Vasher Finds Vivenna

I’m torn about this ending. It seems like this last chapter is a little anticlimactic, and yet at the same time, there is still the major conflict of the book to resolve.

Or is it the major conflict of the book? Probably not, as I think about it. This book’s major conflicts were character conflicts. Yes, we want to save Idris, and it’s important—but what happens with the characters has overshadowed that. Perhaps that’s why this chapter feels just a bit tacked on. It’s not as bad as the Well of Ascension second ending, however, and I think it’s nearly the best way to format this story. That doesn’t stop it from feeling a little extraneous, though.

Anyway, a lot of important things happen here. Note that Nightblood doesn’t remember being drawn. When he was created, the Breaths gave him sentience as planned. (That was a big part of the goal in making him—to prove the existence of Type Four BioChromatic entities.) However, once he is drawn, his Command takes force and he acts much more like a regular Awakened object—but one with very strange abilities and powers. During this time, his Breath is diverted to creating the powers, and his mind goes fuzzy.

Siri and Susebron Visit the Body of Lightsong

I wanted to have this scene as a little epilogue to Lightsong’s storyline. He was a great character, one of the best I’ve ever written, and I think he fulfilled his place in this book wonderfully.

I often say that I don’t see my endings as sad, even though they do tend to involve the deaths of major characters. In this case, Lightsong’s ending is triumphant because of what he was able to achieve. At least that’s my perspective on it.

What did Blushweaver achieve? In fact, she Returned in the first place to be involved in this ending as well. One thing to note about the Returned coming back is that they do see the future, but when they Return, they aren’t guaranteed to be able to change anything. Before her Return, Blushweaver was a powerful merchant in the city, and very well known. She was assassinated after denouncing a group of dye merchants she’d worked with for their deceptive and criminal practices. Her testimony ended with them in jail, but it got her killed. That’s how she earned the title of Blushweaver the Honest (which, if you’ll remember, she eventually got changed to Blushweaver the Beautiful).

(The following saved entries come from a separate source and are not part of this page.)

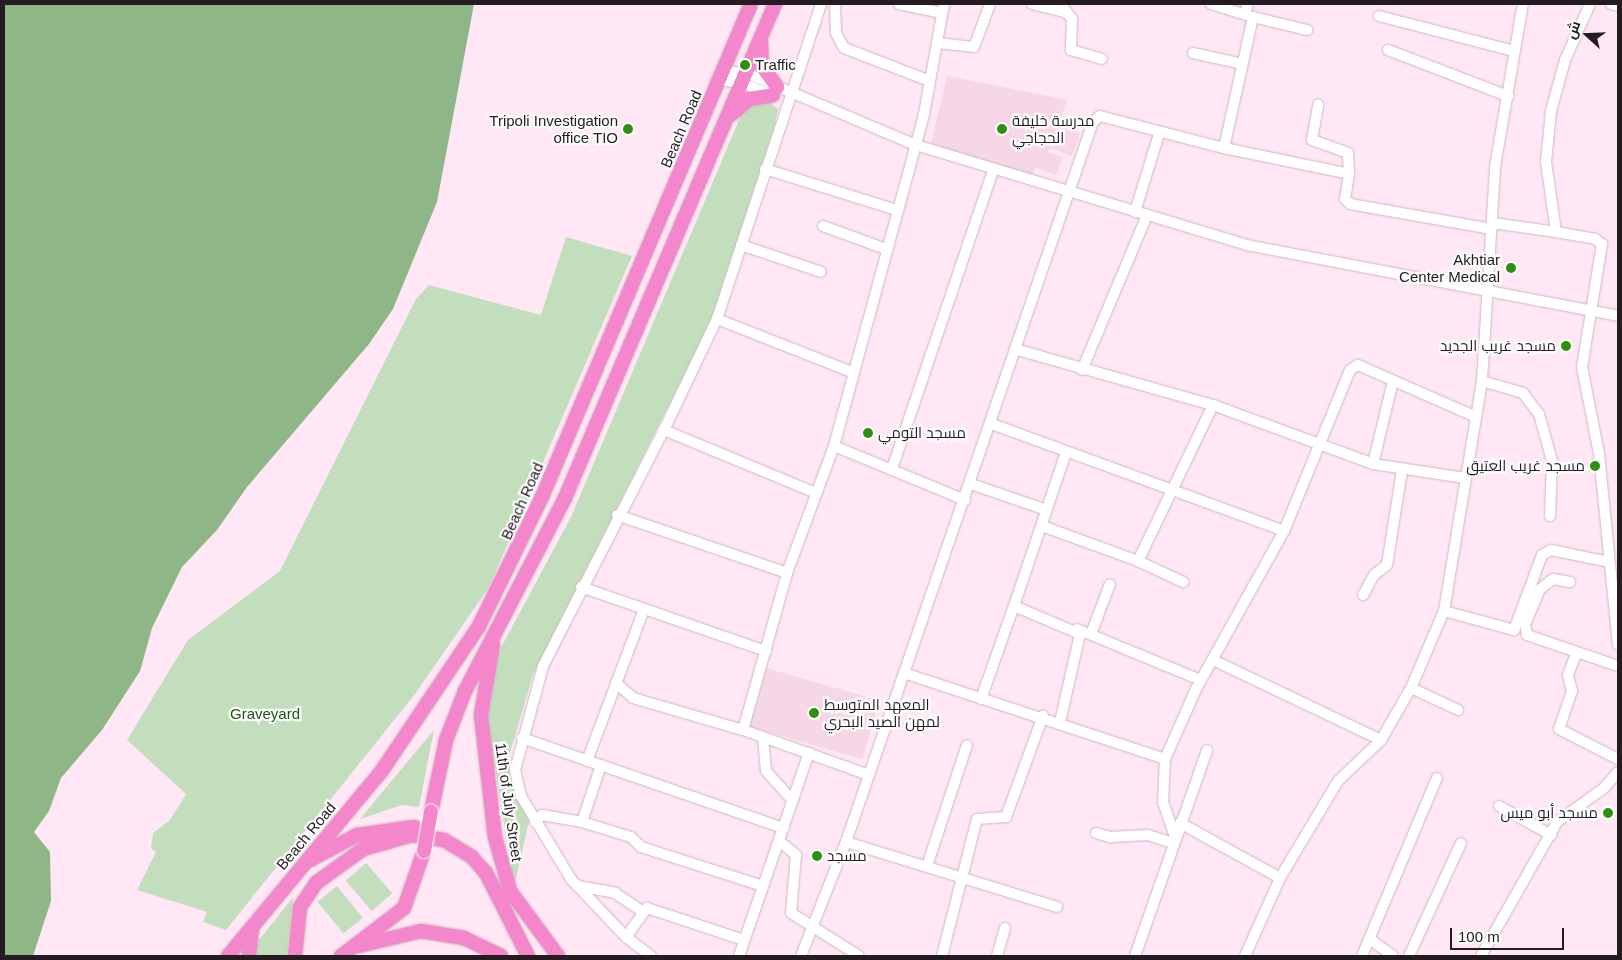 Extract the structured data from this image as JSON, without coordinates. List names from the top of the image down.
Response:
{
  "streets": {
    "highway": ["Beach Road", "11th of July Street"]
  },
  "parks": ["Graveyard"],
  "places": [
    "Traffic",
    "Tripoli Investigation office TIO",
    "مدرسة خليفة الحجاجي",
    "Akhtiar Center Medical",
    "مسجد غريب الجديد",
    "مسجد التومي",
    "مسجد غريب العتيق",
    "المعهد المتوسط لمهن الصيد البحري",
    "مسجد أبو ميس",
    "مسجد"
  ],
  "scale_bar": "100 m",
  "north": "left"
}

She Returned because she didn’t want T’Telir to fall to the invaders she saw taking it after Bluefingers and the others caused their revolt. That was why she gathered the armies. While she didn’t succeed in her quest as well as Lightsong did, she did help out quite a bit. I think she’s pleased, on the other side, with how things turned out.

Vivenna and Vasher Talk about What to Do

One of the biggest revisions to the ending was what to do with the D’Denir. When first drafting the book, I wasn’t 100% sure on what Awakening could and couldn’t do. I figured that Vasher could have Commands that would Awaken statues, and I wrote the ending that way.

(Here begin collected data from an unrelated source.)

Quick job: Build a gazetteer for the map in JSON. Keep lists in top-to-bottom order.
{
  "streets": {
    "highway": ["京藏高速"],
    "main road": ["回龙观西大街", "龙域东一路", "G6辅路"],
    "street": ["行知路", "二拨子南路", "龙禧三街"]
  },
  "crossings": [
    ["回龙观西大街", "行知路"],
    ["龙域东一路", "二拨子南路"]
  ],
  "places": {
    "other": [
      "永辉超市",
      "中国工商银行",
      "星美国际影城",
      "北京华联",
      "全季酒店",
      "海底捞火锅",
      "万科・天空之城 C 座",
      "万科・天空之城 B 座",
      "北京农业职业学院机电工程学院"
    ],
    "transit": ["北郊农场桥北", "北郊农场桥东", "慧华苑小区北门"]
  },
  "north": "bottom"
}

Unfortunately, through revising and developing the story, this ended up not being viable. I was also disappointed in how poorly telegraphed the use of the statues ultimately ended up being. So in revisions, I switched it to make them Lifeless created from bones, something special that Vasher came up with during the Manywar. I then added the concept of Kalad’s Phantoms as a mystery in the book, so that readers would be expecting that army to show up by the end. I think this mitigates the surprise somewhat. (Though not completely; see below.)

Vivenna and Siri Reunite; Vasher Shows Off His Returned Breath

I believe that this is the first time in the book that Vivenna and Siri talk to each other. (Weird, eh?) I knew I couldn’t make their reunion very effusive, since they’re both Idrians, and Siri has learned to control herself. Plus, the situation is very tense. (And beyond that, despite Vivenna’s coming to rescue her sister, the two were never terribly close. They were sisters, but separated by five years or so.)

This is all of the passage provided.